Diabetics were all snug in their beds
While visions of insulin danced in their heads.
And I in my scrubs,
And my patients in masks
Had just settled in for a long winter’s nap.
When out in the ER rose such a clatter,
I sprang from my stretcher to see what was the matter.
Away to the ER I flew like a flash,
I threw open the doors and dropped coffee with a splash
The buzzing fluorescent lights on the cold tile floors
Gave a sense of midday luster to patients all in a row.
When, what to my wondering eyes should appear,
But a large gurney and eight shiny nurses
With a fat, little man so quiet and sick,
I knew in a moment it must be St. Nick.
More rapid than eagles, the nurses, they came
And the charge nurse shouted and called them by name:
Now Daisy! Now Danny! Now Paul and Vicky!
On Candy! On Sandy! On Donna and Bessy!
To the head of the bed! To the suction on the wall!
Now, compress away! Compress away! Compress away all!
Like a wild hurricane blowing across PCB with ferocity,
The nurses, they met the obstacles of adipose and death with tenacity
So, up to the ventilator the therapist flew,
With the gurney full of wires and St. Nicholas too.
And then, in a twinkling, I heard on the ventilator
The beeping of the buttons that did not stop the rancor
I drew up the epinephrine, and was turning around
When St. Nicholas sat up with a bound.
The years of obesity aged him great
From his head to his feet diabetes had altered his fate.
With his ragged appearance and hunched-over back,
He looked like a peddler holding his pack.
His eyes began to twinkle and he smiled with merry
His cheeks blossomed like roses, his nose like a cherry!
His droll mouth was wrinkled from years of smoke
And his beard stained from the tobacco he toked
He had a large face and a big fat belly
That shook when he coughed like a bowl full of jelly.

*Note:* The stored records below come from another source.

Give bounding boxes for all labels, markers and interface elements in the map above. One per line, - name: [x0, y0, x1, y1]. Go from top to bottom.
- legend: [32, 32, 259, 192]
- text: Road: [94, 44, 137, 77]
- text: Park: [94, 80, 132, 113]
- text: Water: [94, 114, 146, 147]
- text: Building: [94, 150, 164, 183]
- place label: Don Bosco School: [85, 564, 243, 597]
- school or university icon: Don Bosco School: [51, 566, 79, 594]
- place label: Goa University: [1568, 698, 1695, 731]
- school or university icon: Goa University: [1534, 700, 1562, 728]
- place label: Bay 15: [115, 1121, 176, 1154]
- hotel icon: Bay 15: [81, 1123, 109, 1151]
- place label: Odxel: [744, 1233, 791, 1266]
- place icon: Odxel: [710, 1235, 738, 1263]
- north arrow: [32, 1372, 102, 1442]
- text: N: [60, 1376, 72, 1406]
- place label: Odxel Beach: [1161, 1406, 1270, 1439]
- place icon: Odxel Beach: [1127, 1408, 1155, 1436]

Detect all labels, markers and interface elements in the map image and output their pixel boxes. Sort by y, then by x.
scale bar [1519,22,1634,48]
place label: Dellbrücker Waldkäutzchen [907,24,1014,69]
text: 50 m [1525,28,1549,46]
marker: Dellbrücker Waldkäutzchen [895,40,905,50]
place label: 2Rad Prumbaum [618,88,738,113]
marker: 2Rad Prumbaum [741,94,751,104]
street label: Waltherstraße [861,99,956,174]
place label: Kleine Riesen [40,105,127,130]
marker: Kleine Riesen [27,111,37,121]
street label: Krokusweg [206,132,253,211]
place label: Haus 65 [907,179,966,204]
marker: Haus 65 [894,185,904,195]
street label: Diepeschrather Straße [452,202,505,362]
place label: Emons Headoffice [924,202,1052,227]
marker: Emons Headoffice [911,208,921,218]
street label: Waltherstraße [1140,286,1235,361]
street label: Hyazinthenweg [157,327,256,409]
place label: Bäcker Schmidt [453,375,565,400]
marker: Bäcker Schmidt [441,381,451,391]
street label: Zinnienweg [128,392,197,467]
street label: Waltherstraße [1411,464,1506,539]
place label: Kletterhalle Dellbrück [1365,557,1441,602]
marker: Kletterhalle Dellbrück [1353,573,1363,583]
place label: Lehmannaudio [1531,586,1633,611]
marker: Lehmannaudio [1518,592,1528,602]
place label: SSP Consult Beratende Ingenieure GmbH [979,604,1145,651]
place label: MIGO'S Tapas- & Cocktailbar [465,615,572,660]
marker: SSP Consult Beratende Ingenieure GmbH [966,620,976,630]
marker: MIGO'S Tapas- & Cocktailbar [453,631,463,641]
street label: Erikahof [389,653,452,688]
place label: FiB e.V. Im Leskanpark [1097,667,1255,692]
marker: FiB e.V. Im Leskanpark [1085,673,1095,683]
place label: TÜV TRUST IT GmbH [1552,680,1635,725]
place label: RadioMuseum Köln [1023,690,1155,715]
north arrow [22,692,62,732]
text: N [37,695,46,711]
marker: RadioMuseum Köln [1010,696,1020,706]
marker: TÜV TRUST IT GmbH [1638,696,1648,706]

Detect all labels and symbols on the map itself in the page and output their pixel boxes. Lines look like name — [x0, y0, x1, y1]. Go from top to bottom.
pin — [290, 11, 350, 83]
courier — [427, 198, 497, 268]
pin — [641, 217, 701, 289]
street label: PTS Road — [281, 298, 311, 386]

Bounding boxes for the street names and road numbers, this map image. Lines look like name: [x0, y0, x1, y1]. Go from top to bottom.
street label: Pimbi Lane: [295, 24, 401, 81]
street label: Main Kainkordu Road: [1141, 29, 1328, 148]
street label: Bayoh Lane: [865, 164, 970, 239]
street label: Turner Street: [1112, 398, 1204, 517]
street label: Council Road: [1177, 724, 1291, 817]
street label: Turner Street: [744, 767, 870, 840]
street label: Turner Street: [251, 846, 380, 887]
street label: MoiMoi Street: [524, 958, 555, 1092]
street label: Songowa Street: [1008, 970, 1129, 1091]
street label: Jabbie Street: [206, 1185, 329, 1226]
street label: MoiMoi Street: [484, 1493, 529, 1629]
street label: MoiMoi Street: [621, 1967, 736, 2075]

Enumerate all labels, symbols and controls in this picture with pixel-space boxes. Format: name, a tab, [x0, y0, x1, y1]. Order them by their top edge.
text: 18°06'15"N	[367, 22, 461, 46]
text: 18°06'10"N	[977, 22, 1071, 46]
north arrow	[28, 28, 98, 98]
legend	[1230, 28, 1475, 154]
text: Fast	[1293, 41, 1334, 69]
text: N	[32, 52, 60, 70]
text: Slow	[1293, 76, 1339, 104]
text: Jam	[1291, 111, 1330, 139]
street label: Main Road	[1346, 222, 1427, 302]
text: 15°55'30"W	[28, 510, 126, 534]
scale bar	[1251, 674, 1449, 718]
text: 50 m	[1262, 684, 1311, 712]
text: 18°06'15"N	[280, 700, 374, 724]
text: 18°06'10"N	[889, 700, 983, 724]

He was tired and drunk, a right jolly old fellow
And when he laughed, showed few teeth, cracked and yellow
He reached for his pipe and jumped to his feet
Scuttled for the door, and out into the street
Clutching his pacemaker, he gave a nod and a whistle
And away in his Caddy as quietly as the down of a thistle.
I must have been dreaming, but as he rode out of sight
I heard him exclaim,
“Happy Christmas to all, and to all a good night!”